For the moment at least, their Bullett Club — the most celebrated wrestling faction in Japan for years with Omega and Cody battling for supremacy — seemed back on track, at least until it’s South Pacific Island members came out and changed the dynamic with a protest beat-down, forming their own new group.

San Francisco has always had the mainland’s largest South Pacific wrestling fan base amidst it’s huge percentage of Cow Palace attendees. They seemed elated at all of this, perhaps feeling a kinship with them as they had for seventies San Francisco legends like popular Chief Peter Maivia and The Islanders (Afa and Sika).

NJPW had previously ran three smaller venue shows in Long Beach to even more ravenous, educated fans of their patented strong-style athleticism that sold-out weeks in advance. As loud as San Francisco locals were here, the crowds in southern California were larger, and knew more of each wrestler’s unique chants and melodic claps.

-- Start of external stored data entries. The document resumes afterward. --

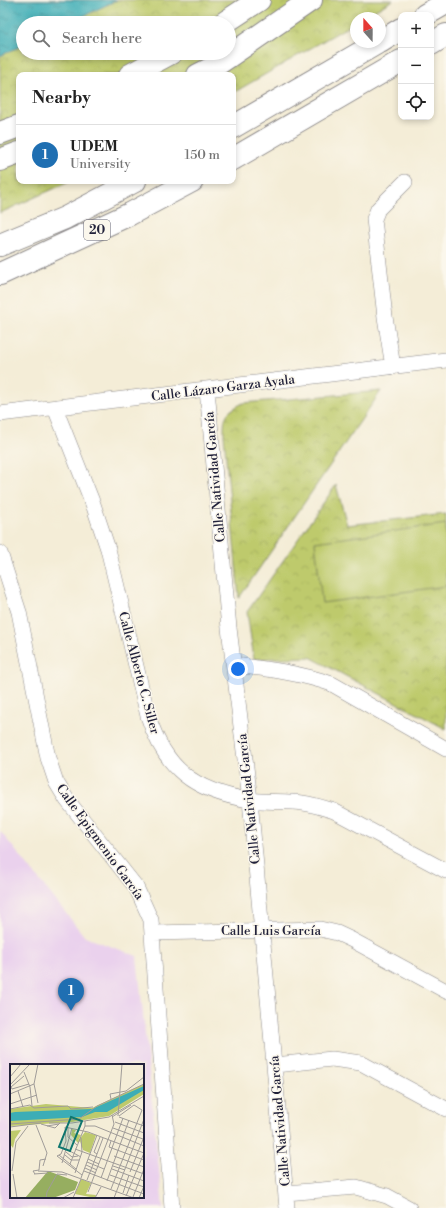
<!DOCTYPE html>
<html lang="en">
<head>
<meta charset="utf-8">
<style>
	body { margin:0; font-family:"Libre Bodoni",serif; background:#f6f6f6; color:#222 }
	.controls { position:absolute; right:12px; top:12px; display:grid; overflow:hidden; border-radius:8px; box-shadow:0 2px 6px #0003 }
	.controls button { width:36px; height:36px; display:grid; place-items:center; padding:0; border:0; border-bottom:1px solid #e0e0e0; background:#fff; color:#222; font:20px sans-serif }
	.compass { position:absolute; left:350px; top:12px; width:36px; height:36px; border-radius:50%; background:#fff; box-shadow:0 2px 6px #0003; rotate:339deg }
	.you { position:absolute; left:238px; top:669px; width:14px; height:14px; margin:-10px; border:3px solid #fff; border-radius:50%; background:#1a73e8; box-shadow:0 0 0 6px #1a73e833 }
	.badge { display:grid; place-items:center; width:26px; height:26px; border-radius:50%; background:#1f6fb2; color:#fff; font-size:13px; font-weight:700 }
	.pin { position:absolute; translate:-50% -33px; filter:drop-shadow(0 1px 2px #0008) }
	.pin::after { content:''; position:absolute; top:21px; width:14px; height:12px; background:inherit; clip-path:polygon(0 0,100% 0,50% 100%) }
	.list { margin:0; padding:0; list-style:none }
	h2 { display:flex; justify-content:space-between; align-items:center; height:52px; margin:0; padding:0 16px; font-size:17px }
	h2 small { font-size:13px; font-weight:400; color:#767676 }
	.list li { display:grid; grid-template-columns:26px 1fr auto; gap:12px; align-items:center; box-sizing:border-box; height:60px; padding:0 16px; border-top:1px solid #e0e0e0 }
	.list b { display:block; font-size:15px; white-space:nowrap }
	.list p { margin:0; font-size:13px; white-space:nowrap; color:#767676 }
	.list em { font-size:13px; font-style:normal; color:#767676 }
	.icon { flex:none; width:22px; height:22px; fill:none; stroke:currentColor; stroke-width:2; stroke-linecap:round; stroke-linejoin:round }
	.map { position:relative; flex:none; width:446px; height:1208px; overflow:hidden }
	.search { position:absolute; background:#fff; box-shadow:0 2px 6px #0003; left:16px; top:16px; width:220px; height:44px; display:flex; align-items:center; gap:10px; box-sizing:border-box; padding:0 14px; border-radius:22px; color:#767676; font-size:15px }
	.panel { position:absolute; background:#fff; box-shadow:0 2px 6px #0003; left:16px; top:72px; width:220px; height:112px; border-radius:8px }
	.map>svg:first-child { display:block }
	.built { fill:#ead1ed; fill-rule:evenodd }
	.park { fill:url(#park-crowns); stroke:#707654; fill-rule:evenodd }
	.garden { fill:#beca6c; stroke:#707654 }
	.water { fill:url(#water-ripples); stroke:#2f6878 }
	.lines { fill:none; stroke-linecap:round; stroke-linejoin:round }
	.minor-casing { stroke:#8b8889; stroke-width:16 }
	.primary-casing { stroke:#8b8889; stroke-width:24 }
	.motorway-casing { stroke:#8b8889; stroke-width:24 }
	.minor { stroke:#fff; stroke-width:15 }
	.primary { stroke:#fff; stroke-width:22 }
	.motorway { stroke:#fff; stroke-width:22 }
	.labels { text-anchor:middle; dominant-baseline:central; stroke-width:3; stroke-linejoin:round; paint-order:stroke }
	.shield { fill:#fbf7ec; stroke:#636270; stroke-width:1 }
	.shield-label { font-size:12px; font-weight:bold; fill:#22223b }
	.street-label { font-size:13px; fill:#22223b; stroke:#fbf7ec }
	.inset-road { fill:none; stroke:#a09c99; stroke-width:1 }
	.view { fill:#0f766e; fill-opacity:0.15; stroke:#0f766e; stroke-width:2 }
	.inset-edge { fill:none; stroke:#22223b; stroke-width:2 }
</style>
</head>
<body>
<div class="map">
<svg width="446" height="1208" viewBox="0 0 446 1208">
	<defs>
		<pattern id="park-crowns" width="20" height="18" patternUnits="userSpaceOnUse"><rect width="20" height="18" fill="#beca6c"/><path d="M2 6a3 3 0 1 1 6 0M12 15a3 3 0 1 1 6 0" fill="none" stroke="#a3ad5e"/></pattern>
		<pattern id="water-ripples" width="26" height="14" patternUnits="userSpaceOnUse"><rect width="26" height="14" fill="#3cadb6"/><path d="M2 4q2-2 4 0t4 0M15 11q2-2 4 0t4 0" fill="none" stroke="#328c95"/></pattern>
	</defs>
	<rect width="100%" height="100%" fill="#fbf7ec"/>
	<filter id="ink" filterUnits="userSpaceOnUse"><feTurbulence type="fractalNoise" baseFrequency=".025" numOctaves="2"/><feDisplacementMap in="SourceGraphic" scale="8" xChannelSelector="R" yChannelSelector="G"/><feConvolveMatrix kernelMatrix="1 2 1 2 8 2 1 2 1" color-interpolation-filters="sRGB"/></filter>
	<filter id="wash" filterUnits="userSpaceOnUse"><feTurbulence type="fractalNoise" baseFrequency=".012" numOctaves="4" result="noise"/><feDisplacementMap in="SourceGraphic" scale="16" xChannelSelector="R" yChannelSelector="G"/><feGaussianBlur stdDeviation="0.9" result="paint"/><feColorMatrix in="noise" values="0 0 0 0 0 0 0 0 0 0 0 0 0 0 0 0 0 1.4 0 .05"/><feComposite in="paint" operator="in"/></filter>
	<g filter="url(#wash)">
		<rect width="100%" height="100%" fill="#f4edd7"/>
		<!-- built -->
		<path class="built" d="M 0,831 L 85,937 L 137,956 L 163,1208 L 0,1208 ZM 11,1065 L 143,1065 L 143,1197 L 11,1197 Z"/>
		<!-- park -->
		<path class="park" d="M 0,0 L 393,0 L 362,18 L 356,18 L 356,22 L 233,93 L 233,75 L 19,75 L 19,181 L 71,181 L 0,213 ZM 23,23 L 229,23 L 229,53 L 23,53 Z
			M 381,391 L 239,598 L 224,436 C 224,416 224,413 243,403 Z
			M 336,485 L 347,525 L 446,514 L 446,729 L 310,657 L 254,659 L 247,612 Z"/>
		<!-- garden -->
		<path class="garden" d="M 446,524 L 446,586 L 322,603 L 315,542 Z"/>
		<!-- water -->
		<path class="water" d="M 0,0 L 117,0 L 69,23 L 23,23 L 23,45 L 0,56 Z"/>
	</g>
	<g filter="url(#ink)">
		<g class="lines">
			<defs>
				<path id="minor" d="M 393,367 L 385,317 L 374,219 L 378,209 L 405,182
					M 207,390 L 229,628 L 250,800 L 287,1208
					M 55,408 L 93,504 L 108,549 L 148,716 C 165,769 194,791 249,800 C 263,802 278,801 292,802 C 307,802 321,807 334,811 L 446,871
					M 0,414 L 446,360
					M 0,553 L 19,612 L 48,758 L 56,782 L 67,800 L 136,887 L 151,920 L 172,1208
					M 235,665 C 268,669 300,673 332,684 L 446,749
					M 153,933 L 320,929 L 337,933 L 352,940 L 446,991
					M 275,1065 L 332,1059 L 361,1063 L 446,1109
					M 286,1193 L 356,1187 L 387,1196 L 409,1208"/>
				<path id="primary" d="M 425,15 L 446,3
					M 380,42 L 401,29
					M 431,44 L 446,35
					M 233,127 L 379,42
					M 233,159 L 401,61
					M 0,245 L 65,218 L 135,181
					M 0,274 L 130,214 L 192,181"/>
				<path id="motorway" d="M 224,23 L 259,0
					M 130,75 L 171,53
					M 198,75 L 212,68 L 311,0
					M 0,133 L 19,126
					M 0,160 L 19,153"/>
			</defs>
			<!-- minor casing -->
			<use href="#minor" class="minor-casing"/>
			<!-- primary casing -->
			<use href="#primary" class="primary-casing"/>
			<!-- motorway casing -->
			<use href="#motorway" class="motorway-casing"/>
			<!-- minor -->
			<use href="#minor" class="minor"/>
			<!-- primary -->
			<use href="#primary" class="primary"/>
			<!-- motorway -->
			<use href="#motorway" class="motorway"/>
		</g>
	</g>
	<g class="labels">
		<!-- shield labels -->
		<rect class="shield" x="84" y="220" width="26" height="20" rx="3"/>
		<g class="shield-label">
			<text x="97" y="230">20</text>
		</g>
		<!-- street labels -->
		<g class="street-label">
			<text transform="translate(223 388) rotate(-7)">Calle Lázaro Garza Ayala</text>
			<text transform="translate(215 477) rotate(-95)">Calle Natividad García</text>
			<text transform="translate(139 673) rotate(75)">Calle Alberto C. Siller</text>
			<text transform="translate(249 799) rotate(-96)">Calle Natividad García</text>
			<text transform="translate(100 842) rotate(54)">Calle Epigmenio García</text>
			<text x="271" y="931">Calle Luis García</text>
			<text transform="translate(280 1121) rotate(-95)">Calle Natividad García</text>
		</g>
	</g>
	<!-- overview -->
	<g transform="translate(10 1064)">
		<rect width="134" height="134" fill="#f4edd7"/>
		<path d="M 11,66 L 5,75 L 3,84 L 0,80 L 0,67 Z" fill="#beca6c"/>
		<path d="M 38,107 L 68,118 L 65,126 L 43,134 L 15,134 Z" fill="#96ae60"/>
		<path d="M 71,115 L 81,119 L 76,130 L 86,131 L 85,134 L 65,130 Z" fill="#beca6c"/>
		<path d="M 134,20 L 134,30 L 99,52 L 62,58 L 0,62 L 0,45 L 36,40 L 82,44 ZM 62,65 L 66,66 L 64,69 L 71,71 L 68,77 L 75,68 L 86,71 L 80,89 L 73,86 L 70,77 L 68,79 L 61,71 Z" fill="#beca6c"/>
		<path d="M 134,22 L 134,26 L 97,48 L 85,48 L 72,53 L 0,57 L 0,49 L 5,48 L 82,45 Z" fill="#3cadb6"/>
		<path class="inset-road" d="M 14,8 L 20,23 L 22,42M 14,12 L 1,23 L 2,25 L 19,20M 0,13 L 11,0M 24,20 L 28,39M 24,20 L 28,0M 0,21 L 20,0M 8,27 L 13,43M 0,30 L 24,20M 101,35 L 100,30 L 116,27 L 134,13M 0,40 L 27,31M 0,45 L 20,41 L 24,44 L 58,42 L 61,45 L 83,43M 108,52 L 112,0M 102,53 L 121,41M 109,53 L 134,62M 75,57 L 75,62 L 85,62 L 134,82M 105,58 L 134,69M 39,59 L 62,59 L 99,53 L 134,32M 0,60 L 69,55 L 87,42 L 134,20M 31,60 L 45,64 L 50,59M 26,61 L 37,89 L 33,102M 37,62 L 49,60M 0,63 L 31,59M 55,63 L 78,68 L 134,89M 58,63 L 58,73 L 67,81M 103,64 L 133,75M 101,77 L 99,83 L 134,96M 56,85 L 71,93M 65,85 L 134,110M 56,88 L 62,93 L 68,92M 87,90 L 84,88 L 90,73M 87,90 L 93,74M 49,91 L 66,105M 55,91 L 61,96 L 69,96M 47,92 L 51,90 L 56,77 L 55,63M 47,92 L 72,111M 104,92 L 134,103M 78,95 L 89,100M 77,98 L 94,105M 52,99 L 62,64M 60,100 L 75,62M 76,101 L 87,106M 103,102 L 115,106M 75,104 L 86,109M 102,105 L 134,117M 2,107 L 6,78 L 18,62M 28,107 L 52,108 L 124,134M 74,107 L 134,130M 120,108 L 134,73M 65,109 L 72,88 L 71,74M 3,110 L 7,134M 24,110 L 38,109M 25,110 L 23,107 L 29,106 L 30,96 L 36,95M 100,111 L 134,123M 71,114 L 87,71M 91,114 L 113,54M 77,116 L 87,90M 97,117 L 119,56M 101,125 L 132,46 L 124,41 L 109,52M 78,128 L 104,60 L 102,51M 113,129 L 119,111M 116,132 L 134,89M 123,133 L 134,105M 36,134 L 37,128 L 47,110 L 57,111M 53,134 L 64,128M 63,134 L 71,115M 85,134 L 91,123M 104,134 L 134,55M 129,134 L 134,122"/>
		<path class="view" d="M 61,53 L 72,57 L 60,87 L 49,83 Z"/>
		<rect width="134" height="134" class="inset-edge"/>
	</g>
</svg>
<div class="controls">
<button>+</button>
<button>−</button>
<button><svg class="icon" aria-label="locate" viewBox="0 0 24 24"><circle cx="12" cy="12" r="6"/><path d="M12 2v4M12 18v4M2 12h4M18 12h4"/></svg></button>
</div>
<svg class="compass" viewBox="-18 -18 36 36"><path d="M0-13l5 13h-10z" fill="#e53935"/><path d="M0 13l5-13h-10z" fill="#767676"/></svg>
<div class="you"></div>
<div class="pin badge" style="left:71px;top:1011px">1</div>
<div class="search"><svg class="icon" aria-label="search" viewBox="0 0 24 24"><circle cx="10" cy="10" r="6"/><path d="M15 15l6 6"/></svg>Search here</div>
<section class="panel">
<h2>Nearby<small></small></h2>
<ul class="list">
<li><span class="badge">1</span><div><b>UDEM</b><p>University</p></div><em>150 m</em></li>
</ul>
</section>
</div>
</body>
</html>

Area “smart” fans knew to call out “shhhhhhh” whenever someone was about to chop a foe’s chest, so that the noise would reverberate and echo around the Cow Palace. Saturday’s event was missing fans throwing colorful Japanese paper streamers into the ring during introductions, but while some traditions were absent, there was a concerted effort to draw in the more casual fan by pushing more Americans, who now hold most of their lead championships. 

As a result, NJPW dominated worldwide social media trends Saturday night for over three hours, nearly breaking Twitter records for either amateur or pro-wrestling.

San Francisco has a long and storied history with professional wrestling, and on Saturday, it came to life again, with talent from another continent. Though NJPW shows in southern California have perhaps popped better, the promotion learned quite a bit from its experience in San Francisco, which will enable it to pivot towards even more successful events in the future. It’s hard to see Saturday as anything but an unqualified success. It’s very likely that it won’t be the last time NJPW visits the Bay Area.